* [Exercise instructions] Up to and including the line that contains "0 4px,transparent 0", write out every line of the entries exactly, beginning with the first. Omit the pictures.

Extracted records:

================

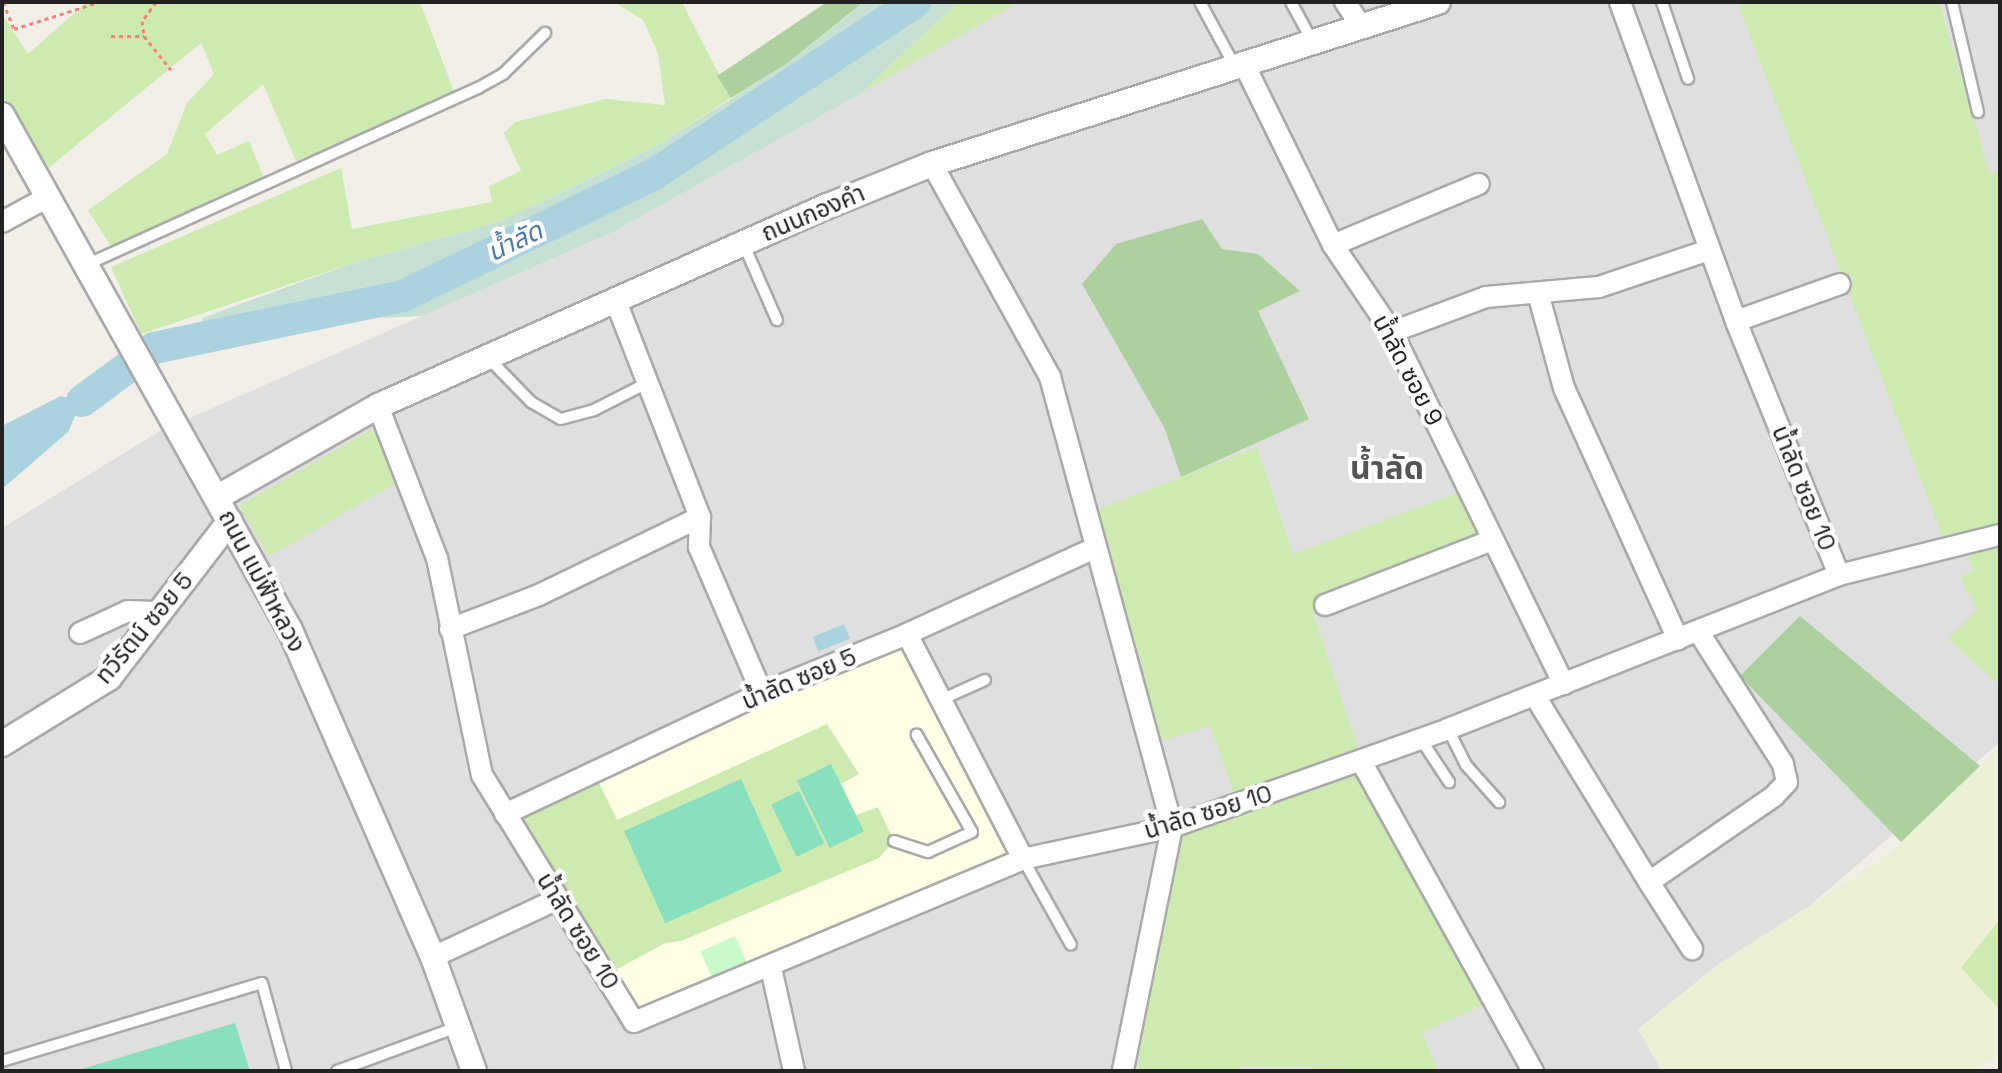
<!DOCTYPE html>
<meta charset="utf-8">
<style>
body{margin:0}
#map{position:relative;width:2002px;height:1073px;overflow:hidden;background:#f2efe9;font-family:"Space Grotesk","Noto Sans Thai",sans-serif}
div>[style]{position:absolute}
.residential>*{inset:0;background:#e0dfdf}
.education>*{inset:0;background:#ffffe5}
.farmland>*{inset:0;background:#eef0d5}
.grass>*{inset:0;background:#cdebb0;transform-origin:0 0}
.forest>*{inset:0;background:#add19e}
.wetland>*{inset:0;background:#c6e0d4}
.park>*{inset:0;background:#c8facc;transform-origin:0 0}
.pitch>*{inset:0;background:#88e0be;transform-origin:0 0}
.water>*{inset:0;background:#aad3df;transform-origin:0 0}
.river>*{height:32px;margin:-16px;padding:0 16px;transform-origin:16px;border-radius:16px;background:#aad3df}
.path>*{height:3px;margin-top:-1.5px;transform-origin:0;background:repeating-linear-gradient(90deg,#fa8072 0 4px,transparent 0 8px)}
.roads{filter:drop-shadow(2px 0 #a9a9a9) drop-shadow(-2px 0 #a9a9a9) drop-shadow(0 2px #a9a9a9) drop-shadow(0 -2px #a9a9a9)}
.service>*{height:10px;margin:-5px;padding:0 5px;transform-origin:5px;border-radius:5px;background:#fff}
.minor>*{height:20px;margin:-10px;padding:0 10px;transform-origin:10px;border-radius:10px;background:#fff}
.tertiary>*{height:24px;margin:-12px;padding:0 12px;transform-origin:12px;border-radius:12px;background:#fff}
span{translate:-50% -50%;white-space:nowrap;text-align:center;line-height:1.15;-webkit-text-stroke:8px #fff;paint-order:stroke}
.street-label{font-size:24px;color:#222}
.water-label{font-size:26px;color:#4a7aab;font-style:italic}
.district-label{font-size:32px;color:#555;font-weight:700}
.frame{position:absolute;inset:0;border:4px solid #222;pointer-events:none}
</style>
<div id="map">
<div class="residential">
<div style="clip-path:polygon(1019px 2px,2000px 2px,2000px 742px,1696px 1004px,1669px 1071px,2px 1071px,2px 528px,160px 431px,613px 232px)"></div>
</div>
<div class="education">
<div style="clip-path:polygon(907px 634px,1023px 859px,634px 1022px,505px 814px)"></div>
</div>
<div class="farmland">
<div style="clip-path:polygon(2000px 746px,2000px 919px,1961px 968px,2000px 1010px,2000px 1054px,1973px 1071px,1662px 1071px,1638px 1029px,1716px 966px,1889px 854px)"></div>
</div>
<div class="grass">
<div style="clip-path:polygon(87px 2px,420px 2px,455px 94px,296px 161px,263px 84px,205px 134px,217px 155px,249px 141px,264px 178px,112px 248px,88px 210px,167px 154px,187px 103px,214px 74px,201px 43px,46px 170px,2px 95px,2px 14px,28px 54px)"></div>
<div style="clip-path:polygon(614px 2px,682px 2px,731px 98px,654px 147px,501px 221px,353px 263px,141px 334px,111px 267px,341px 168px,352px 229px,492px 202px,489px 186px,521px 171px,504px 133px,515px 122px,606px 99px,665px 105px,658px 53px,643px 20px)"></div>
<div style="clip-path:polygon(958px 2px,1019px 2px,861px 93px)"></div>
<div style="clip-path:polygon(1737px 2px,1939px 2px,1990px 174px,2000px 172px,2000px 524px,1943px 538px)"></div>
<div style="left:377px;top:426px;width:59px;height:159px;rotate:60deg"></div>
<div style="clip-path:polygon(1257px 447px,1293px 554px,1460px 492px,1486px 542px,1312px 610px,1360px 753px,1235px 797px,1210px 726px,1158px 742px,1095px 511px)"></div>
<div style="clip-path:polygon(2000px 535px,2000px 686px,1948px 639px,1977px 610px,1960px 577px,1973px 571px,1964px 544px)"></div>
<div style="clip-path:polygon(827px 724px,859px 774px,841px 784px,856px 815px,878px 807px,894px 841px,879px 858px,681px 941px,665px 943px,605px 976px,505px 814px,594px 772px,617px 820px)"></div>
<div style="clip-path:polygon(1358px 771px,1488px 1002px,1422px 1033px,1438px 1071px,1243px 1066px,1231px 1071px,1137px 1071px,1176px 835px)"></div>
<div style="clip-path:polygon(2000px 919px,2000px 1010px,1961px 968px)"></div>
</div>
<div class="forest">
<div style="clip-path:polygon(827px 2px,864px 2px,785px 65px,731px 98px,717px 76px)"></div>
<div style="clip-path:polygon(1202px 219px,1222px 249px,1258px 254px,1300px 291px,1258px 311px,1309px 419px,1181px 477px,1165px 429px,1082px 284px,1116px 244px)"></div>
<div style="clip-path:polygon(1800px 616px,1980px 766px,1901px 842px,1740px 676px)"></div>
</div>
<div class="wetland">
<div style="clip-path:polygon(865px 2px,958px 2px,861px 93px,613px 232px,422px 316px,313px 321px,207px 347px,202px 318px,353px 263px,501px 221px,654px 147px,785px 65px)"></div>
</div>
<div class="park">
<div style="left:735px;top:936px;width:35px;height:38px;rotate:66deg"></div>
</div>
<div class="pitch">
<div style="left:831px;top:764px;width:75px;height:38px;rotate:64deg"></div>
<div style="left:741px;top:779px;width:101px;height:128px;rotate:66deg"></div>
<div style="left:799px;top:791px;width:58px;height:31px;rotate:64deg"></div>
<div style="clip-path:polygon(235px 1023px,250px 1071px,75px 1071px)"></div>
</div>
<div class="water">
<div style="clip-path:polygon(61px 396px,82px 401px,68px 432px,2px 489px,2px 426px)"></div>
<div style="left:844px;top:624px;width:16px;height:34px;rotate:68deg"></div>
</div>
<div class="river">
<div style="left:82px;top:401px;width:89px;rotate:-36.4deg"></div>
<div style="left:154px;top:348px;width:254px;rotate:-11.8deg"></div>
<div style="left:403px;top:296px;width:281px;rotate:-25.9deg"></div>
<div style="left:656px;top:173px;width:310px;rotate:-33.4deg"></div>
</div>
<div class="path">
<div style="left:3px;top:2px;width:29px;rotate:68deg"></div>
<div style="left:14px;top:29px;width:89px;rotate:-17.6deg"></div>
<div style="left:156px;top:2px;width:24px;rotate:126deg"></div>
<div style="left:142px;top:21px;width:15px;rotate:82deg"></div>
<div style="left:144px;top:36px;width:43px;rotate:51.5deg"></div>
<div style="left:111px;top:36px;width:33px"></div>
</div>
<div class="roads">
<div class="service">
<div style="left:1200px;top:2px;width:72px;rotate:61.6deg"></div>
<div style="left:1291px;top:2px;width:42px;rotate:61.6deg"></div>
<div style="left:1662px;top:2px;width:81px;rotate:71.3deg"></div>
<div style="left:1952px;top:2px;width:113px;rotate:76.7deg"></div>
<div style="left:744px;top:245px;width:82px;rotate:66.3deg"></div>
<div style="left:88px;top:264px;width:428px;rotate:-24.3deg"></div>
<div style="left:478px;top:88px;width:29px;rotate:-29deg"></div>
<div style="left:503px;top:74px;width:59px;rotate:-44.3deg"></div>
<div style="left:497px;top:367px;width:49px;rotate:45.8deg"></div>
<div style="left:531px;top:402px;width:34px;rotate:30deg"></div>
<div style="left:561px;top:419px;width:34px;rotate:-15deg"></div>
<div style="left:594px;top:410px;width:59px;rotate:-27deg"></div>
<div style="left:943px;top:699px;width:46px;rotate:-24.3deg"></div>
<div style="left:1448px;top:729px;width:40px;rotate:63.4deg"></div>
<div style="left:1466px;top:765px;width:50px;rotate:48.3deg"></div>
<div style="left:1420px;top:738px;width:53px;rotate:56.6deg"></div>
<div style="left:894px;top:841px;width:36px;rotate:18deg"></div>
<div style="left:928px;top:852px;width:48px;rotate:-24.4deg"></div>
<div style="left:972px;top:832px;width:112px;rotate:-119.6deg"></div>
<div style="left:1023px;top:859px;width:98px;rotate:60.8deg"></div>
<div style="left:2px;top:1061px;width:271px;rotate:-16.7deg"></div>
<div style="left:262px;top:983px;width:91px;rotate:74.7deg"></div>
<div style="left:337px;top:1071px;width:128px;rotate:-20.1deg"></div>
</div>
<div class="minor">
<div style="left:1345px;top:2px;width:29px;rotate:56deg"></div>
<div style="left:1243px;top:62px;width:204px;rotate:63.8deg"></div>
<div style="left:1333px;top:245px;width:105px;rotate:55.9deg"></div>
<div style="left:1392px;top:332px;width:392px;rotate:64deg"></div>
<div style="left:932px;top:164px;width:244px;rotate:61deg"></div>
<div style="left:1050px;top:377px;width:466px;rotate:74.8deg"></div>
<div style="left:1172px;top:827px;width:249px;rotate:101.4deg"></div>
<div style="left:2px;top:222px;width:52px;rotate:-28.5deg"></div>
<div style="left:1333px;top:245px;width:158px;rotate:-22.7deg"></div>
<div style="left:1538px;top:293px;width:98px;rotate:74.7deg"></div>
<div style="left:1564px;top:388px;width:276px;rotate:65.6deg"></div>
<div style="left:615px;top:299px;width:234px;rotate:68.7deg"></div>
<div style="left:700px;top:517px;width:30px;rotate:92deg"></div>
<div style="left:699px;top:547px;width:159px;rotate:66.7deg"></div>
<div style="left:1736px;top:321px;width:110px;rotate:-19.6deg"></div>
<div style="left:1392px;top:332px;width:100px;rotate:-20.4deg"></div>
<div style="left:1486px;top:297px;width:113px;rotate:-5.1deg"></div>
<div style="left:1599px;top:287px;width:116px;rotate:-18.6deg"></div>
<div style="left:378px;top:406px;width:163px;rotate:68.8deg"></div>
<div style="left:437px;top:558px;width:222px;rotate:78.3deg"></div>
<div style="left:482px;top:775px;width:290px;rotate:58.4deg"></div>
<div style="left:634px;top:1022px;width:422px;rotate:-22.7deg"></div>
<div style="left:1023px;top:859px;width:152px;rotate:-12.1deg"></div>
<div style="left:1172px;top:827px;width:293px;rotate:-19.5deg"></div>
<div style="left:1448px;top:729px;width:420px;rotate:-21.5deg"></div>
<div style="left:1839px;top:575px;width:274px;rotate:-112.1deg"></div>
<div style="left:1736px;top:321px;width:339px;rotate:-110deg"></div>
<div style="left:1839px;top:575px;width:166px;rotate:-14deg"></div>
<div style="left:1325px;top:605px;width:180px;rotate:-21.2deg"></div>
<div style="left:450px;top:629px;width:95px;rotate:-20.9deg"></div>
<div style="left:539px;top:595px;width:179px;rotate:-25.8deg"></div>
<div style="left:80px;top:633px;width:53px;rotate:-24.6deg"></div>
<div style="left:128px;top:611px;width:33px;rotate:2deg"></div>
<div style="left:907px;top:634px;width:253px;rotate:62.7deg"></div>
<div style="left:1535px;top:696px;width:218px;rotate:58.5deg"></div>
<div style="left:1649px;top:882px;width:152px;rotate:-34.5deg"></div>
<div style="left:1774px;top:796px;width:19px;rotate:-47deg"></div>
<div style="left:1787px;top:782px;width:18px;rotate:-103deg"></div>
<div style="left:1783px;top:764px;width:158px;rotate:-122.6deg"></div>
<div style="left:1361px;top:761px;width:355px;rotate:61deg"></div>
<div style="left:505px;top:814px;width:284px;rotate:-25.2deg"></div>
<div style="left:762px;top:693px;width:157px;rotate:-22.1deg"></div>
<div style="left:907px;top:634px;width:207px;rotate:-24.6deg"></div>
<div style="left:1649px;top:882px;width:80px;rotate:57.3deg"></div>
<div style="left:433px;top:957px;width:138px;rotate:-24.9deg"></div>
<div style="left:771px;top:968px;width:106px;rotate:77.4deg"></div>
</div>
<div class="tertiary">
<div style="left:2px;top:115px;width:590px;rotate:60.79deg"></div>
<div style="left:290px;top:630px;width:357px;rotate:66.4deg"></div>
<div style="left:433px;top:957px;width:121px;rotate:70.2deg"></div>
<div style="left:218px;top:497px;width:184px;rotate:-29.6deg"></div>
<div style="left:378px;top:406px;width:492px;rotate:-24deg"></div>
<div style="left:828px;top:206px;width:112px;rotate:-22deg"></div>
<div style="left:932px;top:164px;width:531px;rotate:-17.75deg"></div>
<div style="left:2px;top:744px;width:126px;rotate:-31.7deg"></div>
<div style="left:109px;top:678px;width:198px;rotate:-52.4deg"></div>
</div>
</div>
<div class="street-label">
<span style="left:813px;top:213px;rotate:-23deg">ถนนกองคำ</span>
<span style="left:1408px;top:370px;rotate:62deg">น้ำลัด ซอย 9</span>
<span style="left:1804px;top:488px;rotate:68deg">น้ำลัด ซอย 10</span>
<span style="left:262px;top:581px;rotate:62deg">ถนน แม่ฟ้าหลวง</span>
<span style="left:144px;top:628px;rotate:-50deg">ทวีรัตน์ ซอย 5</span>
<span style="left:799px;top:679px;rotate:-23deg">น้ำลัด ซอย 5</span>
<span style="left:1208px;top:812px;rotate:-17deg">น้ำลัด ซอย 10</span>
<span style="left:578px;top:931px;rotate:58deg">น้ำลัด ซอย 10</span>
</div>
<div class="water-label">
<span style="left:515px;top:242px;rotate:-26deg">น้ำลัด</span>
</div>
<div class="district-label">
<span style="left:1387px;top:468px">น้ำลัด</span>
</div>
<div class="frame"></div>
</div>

================

* [Written answer]
<!DOCTYPE html>
<meta charset="utf-8">
<style>
body{margin:0}
#map{position:relative;width:2002px;height:1073px;overflow:hidden;background:#f2efe9;font-family:"Space Grotesk","Noto Sans Thai",sans-serif}
div>[style]{position:absolute}
.residential>*{inset:0;background:#e0dfdf}
.education>*{inset:0;background:#ffffe5}
.farmland>*{inset:0;background:#eef0d5}
.grass>*{inset:0;background:#cdebb0;transform-origin:0 0}
.forest>*{inset:0;background:#add19e}
.wetland>*{inset:0;background:#c6e0d4}
.park>*{inset:0;background:#c8facc;transform-origin:0 0}
.pitch>*{inset:0;background:#88e0be;transform-origin:0 0}
.water>*{inset:0;background:#aad3df;transform-origin:0 0}
.river>*{height:32px;margin:-16px;padding:0 16px;transform-origin:16px;border-radius:16px;background:#aad3df}
.path>*{height:3px;margin-top:-1.5px;transform-origin:0;background:repeating-linear-gradient(90deg,#fa8072 0 4px,transparent 0 8px)}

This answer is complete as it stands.